Posted by njayaram2 <gi...@git.apache.org>.
Github user njayaram2 commented on a diff in the pull request:

    https://github.com/apache/madlib/pull/241#discussion_r175593796
  
    --- Diff: src/ports/postgres/modules/utilities/minibatch_preprocessing.py_in ---
    @@ -0,0 +1,559 @@
    +# coding=utf-8
    +#
    +# Licensed to the Apache Software Foundation (ASF) under one
    +# or more contributor license agreements.  See the NOTICE file
    +# distributed with this work for additional information
    +# regarding copyright ownership.  The ASF licenses this file
    +# to you under the Apache License, Version 2.0 (the
    +# "License"); you may not use this file except in compliance
    +# with the License.  You may obtain a copy of the License at
    +#
    +#   http://www.apache.org/licenses/LICENSE-2.0
    +#
    +# Unless required by applicable law or agreed to in writing,
    +# software distributed under the License is distributed on an
    +# "AS IS" BASIS, WITHOUT WARRANTIES OR CONDITIONS OF ANY
    +# KIND, either express or implied.  See the License for the
    +# specific language governing permissions and limitations
    +# under the License.
    +
    +
    +"""
    +@file minibatch_preprocessing.py_in
    +
    +"""
    +from math import ceil
    +import plpy
    +
    +from utilities import add_postfix
    +from utilities import _assert
    +from utilities import get_seg_number
    +from utilities import is_platform_pg
    +from utilities import is_psql_numeric_type
    +from utilities import is_string_formatted_as_array_expression
    +from utilities import py_list_to_sql_string
    +from utilities import split_quoted_delimited_str
    +from utilities import _string_to_array
    +from utilities import validate_module_input_params
    +from mean_std_dev_calculator import MeanStdDevCalculator
    +from validate_args import get_expr_type
    +from validate_args import output_tbl_valid
    +from validate_args import _tbl_dimension_rownum
    +
    +m4_changequote(`<!', `!>')
    +
    +# These are readonly variables, do not modify
    +MINIBATCH_OUTPUT_DEPENDENT_COLNAME = "dependent_varname"

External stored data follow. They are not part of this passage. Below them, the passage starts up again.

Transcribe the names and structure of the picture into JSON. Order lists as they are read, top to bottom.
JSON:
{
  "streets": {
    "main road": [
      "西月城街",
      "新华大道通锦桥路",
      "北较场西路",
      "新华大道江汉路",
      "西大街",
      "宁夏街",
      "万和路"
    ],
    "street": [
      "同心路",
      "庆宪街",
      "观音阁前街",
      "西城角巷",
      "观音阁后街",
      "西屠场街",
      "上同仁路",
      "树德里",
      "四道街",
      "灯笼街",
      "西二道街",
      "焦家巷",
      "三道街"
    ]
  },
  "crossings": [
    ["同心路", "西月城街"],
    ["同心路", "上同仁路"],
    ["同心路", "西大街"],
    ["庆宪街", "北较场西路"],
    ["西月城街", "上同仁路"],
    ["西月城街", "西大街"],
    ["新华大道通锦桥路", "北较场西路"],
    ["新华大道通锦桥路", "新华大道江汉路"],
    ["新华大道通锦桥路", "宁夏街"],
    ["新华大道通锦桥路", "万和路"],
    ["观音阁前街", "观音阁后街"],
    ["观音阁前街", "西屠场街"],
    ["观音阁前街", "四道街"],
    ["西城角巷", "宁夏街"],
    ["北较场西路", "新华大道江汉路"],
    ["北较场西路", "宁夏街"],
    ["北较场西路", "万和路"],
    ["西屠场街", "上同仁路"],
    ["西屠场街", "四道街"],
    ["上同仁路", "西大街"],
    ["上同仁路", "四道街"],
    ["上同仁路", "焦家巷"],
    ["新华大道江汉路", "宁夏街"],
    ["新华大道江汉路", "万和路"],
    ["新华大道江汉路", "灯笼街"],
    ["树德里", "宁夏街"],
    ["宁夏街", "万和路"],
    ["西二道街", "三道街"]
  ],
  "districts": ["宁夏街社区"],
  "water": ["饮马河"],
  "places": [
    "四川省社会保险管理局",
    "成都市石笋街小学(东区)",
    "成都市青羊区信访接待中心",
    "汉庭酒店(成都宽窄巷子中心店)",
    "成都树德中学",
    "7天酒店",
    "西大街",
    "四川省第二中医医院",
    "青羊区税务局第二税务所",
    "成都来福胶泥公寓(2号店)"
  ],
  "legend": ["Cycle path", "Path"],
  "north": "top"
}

    +MINIBATCH_OUTPUT_INDEPENDENT_COLNAME = "independent_varname"
    +
    +class MiniBatchPreProcessor:
    +    """
    +    This class is responsible for executing the main logic of mini batch
    +    preprocessing, which packs multiple rows of selected columns from the
    +    source table into one row based on the buffer size
    +    """
    +    def __init__(self, schema_madlib, source_table, output_table,
    +                  dependent_varname, independent_varname, buffer_size, **kwargs):
    +        self.schema_madlib = schema_madlib
    +        self.source_table = source_table
    +        self.output_table = output_table
    +        self.dependent_varname = dependent_varname
    +        self.independent_varname = independent_varname
    +        self.buffer_size = buffer_size
    +
    +        self.module_name = "minibatch_preprocessor"
    +        self.output_standardization_table = add_postfix(self.output_table,
    +                                                   "_standardization")
    +        self.output_summary_table = add_postfix(self.output_table, "_summary")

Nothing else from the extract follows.